In the Senate, the Democratic proposal, touted by Minority Leader Charles E. Schumer, provides a counterpoint to the administration’s plan, Mortimer of the U.S. Chamber of Commerce said.
“At this moment, Sen. Schumer has an alternative infrastructure proposal out there that has some very different pay-fors and some different ways to go about it,” he said. “We have always believed, though, at the end of the day that if you’re going to get something enacted into law, it has to be bipartisan.”
DeFazio has said his support would depend on the level of federal funding involved, adding that he’s uninterested in policy changes without more robust spending.
Shuster has indicated he’d favor raising federal fuel taxes to pay for new spending and to shore up the ailing Highway Trust Fund — a priority for transportation groups off the Hill. But Shuster is retiring at the end of the current Congress, and Republicans have shown no appetite to raise the gas tax.
For its part, the administration has pointedly stayed neutral on the question of a gas tax increase. And White House neutrality would likely not be enough to get such a tax through Congress. DeFazio and Shuster have said such a heavy political lift could occur only with strong presidential support.
Trump’s support would be all the more critical because House Speaker Paul D. Ryan of Wisconsin and other congressional Republican leaders have said the issue is a nonstarter.
Bits and pieces
Trump and Ryan appear to be on the same page when it comes to breaking up infrastructure policy into several bills rather than a broad, singular legislative push. But when Ryan cites the Water Resources Development Act and the Federal Aviation Administration reauthorization, he is pointing to what was going to happen anyway — with or without a broad infrastructure bill.

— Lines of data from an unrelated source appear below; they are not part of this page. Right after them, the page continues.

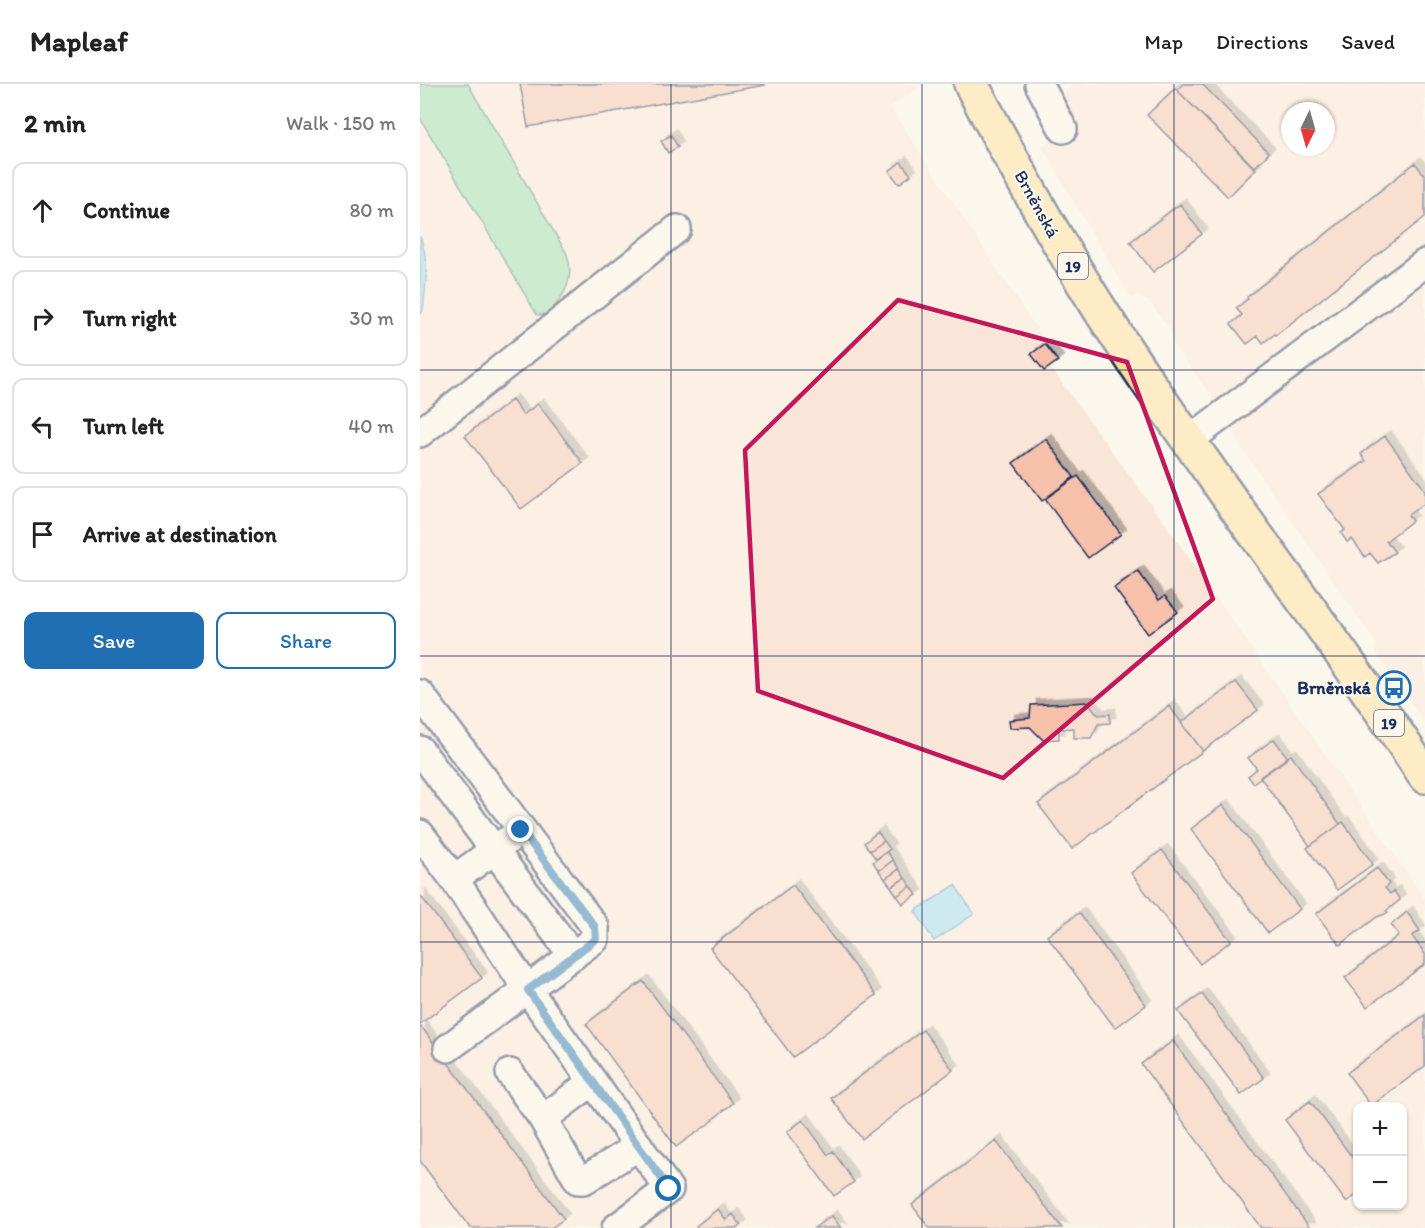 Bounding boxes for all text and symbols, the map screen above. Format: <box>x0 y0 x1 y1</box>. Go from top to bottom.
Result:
text: Mapleaf <box>30 24 128 58</box>
text: Map <box>1145 29 1183 54</box>
text: Directions <box>1216 29 1308 54</box>
text: Saved <box>1341 29 1395 54</box>
north arrow <box>1281 102 1335 156</box>
text: 2 min <box>24 107 86 139</box>
text: Walk · 150 m <box>286 111 396 135</box>
street label: Brněnská <box>1010 166 1065 242</box>
icon: ahead <box>26 194 59 227</box>
text: Continue <box>83 197 170 224</box>
text: 80 m <box>349 198 394 222</box>
road number: 19 <box>1058 253 1088 279</box>
icon: right <box>26 302 59 335</box>
text: Turn right <box>83 305 177 332</box>
text: 30 m <box>349 306 394 330</box>
icon: left <box>26 410 59 443</box>
text: Turn left <box>83 413 164 440</box>
text: 40 m <box>348 414 394 438</box>
icon: arrive <box>26 518 59 551</box>
text: Arrive at destination <box>83 521 277 548</box>
button: Save <box>24 612 204 669</box>
button: Share <box>216 612 396 669</box>
bus stop icon: Brněnská <box>1376 670 1412 706</box>
place label: Brněnská <box>1297 677 1372 699</box>
road number: 19 <box>1374 710 1404 736</box>
route end <box>507 816 533 842</box>
map controls <box>1353 1102 1407 1210</box>
button: + <box>1353 1102 1407 1156</box>
button: − <box>1353 1156 1407 1210</box>
route start <box>655 1175 681 1201</box> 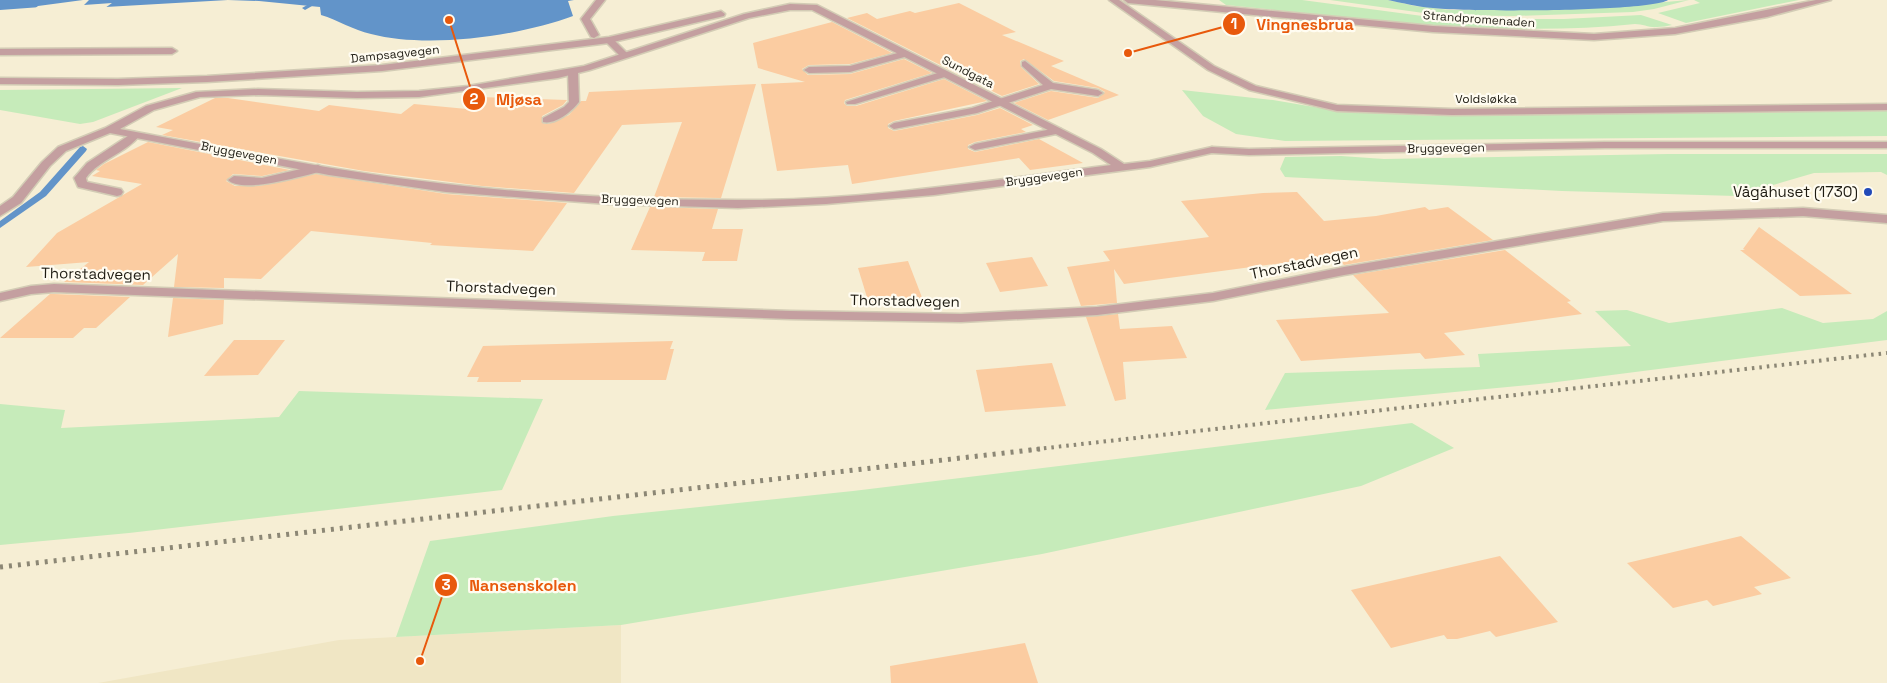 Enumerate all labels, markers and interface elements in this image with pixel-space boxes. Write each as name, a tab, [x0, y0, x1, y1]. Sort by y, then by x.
street label: Strandpromenaden	[1422, 7, 1536, 31]
callout: Vingnesbrua	[1221, 9, 1363, 40]
text: 1	[1231, 14, 1237, 33]
text: Vingnesbrua	[1256, 14, 1354, 35]
street label: Dampsagvegen	[350, 41, 440, 67]
street label: Sundgata	[939, 52, 997, 92]
callout: Mjøsa	[461, 83, 552, 114]
text: 2	[470, 89, 479, 108]
text: Mjøsa	[496, 89, 542, 110]
street label: Voldsløkka	[1455, 91, 1517, 107]
street label: Bryggevegen	[199, 138, 279, 168]
street label: Bryggevegen	[1407, 139, 1485, 157]
street label: Bryggevegen	[1004, 164, 1084, 190]
place label: Vågåhuset (1730)	[1733, 182, 1858, 202]
marker: Vågåhuset (1730)	[1862, 186, 1874, 198]
street label: Bryggevegen	[601, 191, 679, 209]
street label: Thorstadvegen	[1248, 242, 1360, 283]
street label: Thorstadvegen	[41, 263, 151, 284]
street label: Thorstadvegen	[446, 276, 556, 299]
street label: Thorstadvegen	[850, 290, 960, 311]
callout: Nansenskolen	[434, 570, 586, 601]
text: 3	[441, 575, 451, 594]
text: Nansenskolen	[469, 575, 577, 596]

Shuster has said he considers WRDA a priority. It would be the third consecutive two-year authorization of water projects that he has led. Having helped enact 2014 and 2016 versions of the law, Shuster has said he considers a two-year cycle critical to providing certainty to those interested in water infrastructure such as ports, locks and dams.

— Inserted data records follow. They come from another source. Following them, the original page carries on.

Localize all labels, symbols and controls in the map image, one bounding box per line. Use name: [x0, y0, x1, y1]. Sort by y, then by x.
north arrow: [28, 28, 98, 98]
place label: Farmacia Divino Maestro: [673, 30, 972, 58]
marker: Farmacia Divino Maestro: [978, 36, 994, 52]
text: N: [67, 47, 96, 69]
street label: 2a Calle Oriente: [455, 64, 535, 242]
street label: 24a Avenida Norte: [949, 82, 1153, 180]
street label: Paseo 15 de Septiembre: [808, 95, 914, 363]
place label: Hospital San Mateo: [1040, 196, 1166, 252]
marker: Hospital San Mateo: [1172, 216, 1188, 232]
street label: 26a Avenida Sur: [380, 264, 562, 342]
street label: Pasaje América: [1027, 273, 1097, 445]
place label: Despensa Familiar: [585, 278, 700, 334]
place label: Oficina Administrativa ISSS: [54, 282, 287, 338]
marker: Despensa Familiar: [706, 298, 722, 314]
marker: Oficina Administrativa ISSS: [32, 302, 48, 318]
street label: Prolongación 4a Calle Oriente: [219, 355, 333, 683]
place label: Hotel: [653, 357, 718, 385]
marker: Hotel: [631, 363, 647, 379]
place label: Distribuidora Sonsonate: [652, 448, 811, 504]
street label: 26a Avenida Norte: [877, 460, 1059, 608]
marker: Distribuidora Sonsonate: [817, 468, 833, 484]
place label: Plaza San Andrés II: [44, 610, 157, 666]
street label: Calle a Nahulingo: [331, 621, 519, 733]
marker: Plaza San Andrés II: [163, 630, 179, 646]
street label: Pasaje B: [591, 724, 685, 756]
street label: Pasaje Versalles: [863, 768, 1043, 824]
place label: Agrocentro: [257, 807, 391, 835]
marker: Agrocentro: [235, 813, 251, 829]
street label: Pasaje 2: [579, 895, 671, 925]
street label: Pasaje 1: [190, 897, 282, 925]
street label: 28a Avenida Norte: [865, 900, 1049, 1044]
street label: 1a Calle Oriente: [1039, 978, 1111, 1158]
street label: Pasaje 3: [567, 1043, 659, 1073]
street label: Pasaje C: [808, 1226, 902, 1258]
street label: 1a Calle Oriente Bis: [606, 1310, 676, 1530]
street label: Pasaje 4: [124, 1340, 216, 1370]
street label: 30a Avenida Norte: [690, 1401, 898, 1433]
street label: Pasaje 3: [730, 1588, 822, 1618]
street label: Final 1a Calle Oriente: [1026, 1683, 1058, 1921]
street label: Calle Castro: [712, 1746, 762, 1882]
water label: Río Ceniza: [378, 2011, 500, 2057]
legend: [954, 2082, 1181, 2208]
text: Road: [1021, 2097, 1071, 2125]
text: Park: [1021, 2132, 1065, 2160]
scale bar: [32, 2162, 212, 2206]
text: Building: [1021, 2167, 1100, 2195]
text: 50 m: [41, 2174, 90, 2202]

“It seems to me that Mr. Shuster wants to finish that in his tenure here, so that probably helps us,” Pallasch of the American Society of Civil Engineers said.
Shuster also seems eager to pass a long-term FAA reauthorization. He conceded early this year that his long-standing and controversial proposal to remove air traffic control from the FAA would not succeed, and said he would work on a bill that would provide long-term stability for the agency. The spinoff language was the biggest obstacle to passing a long-term bill.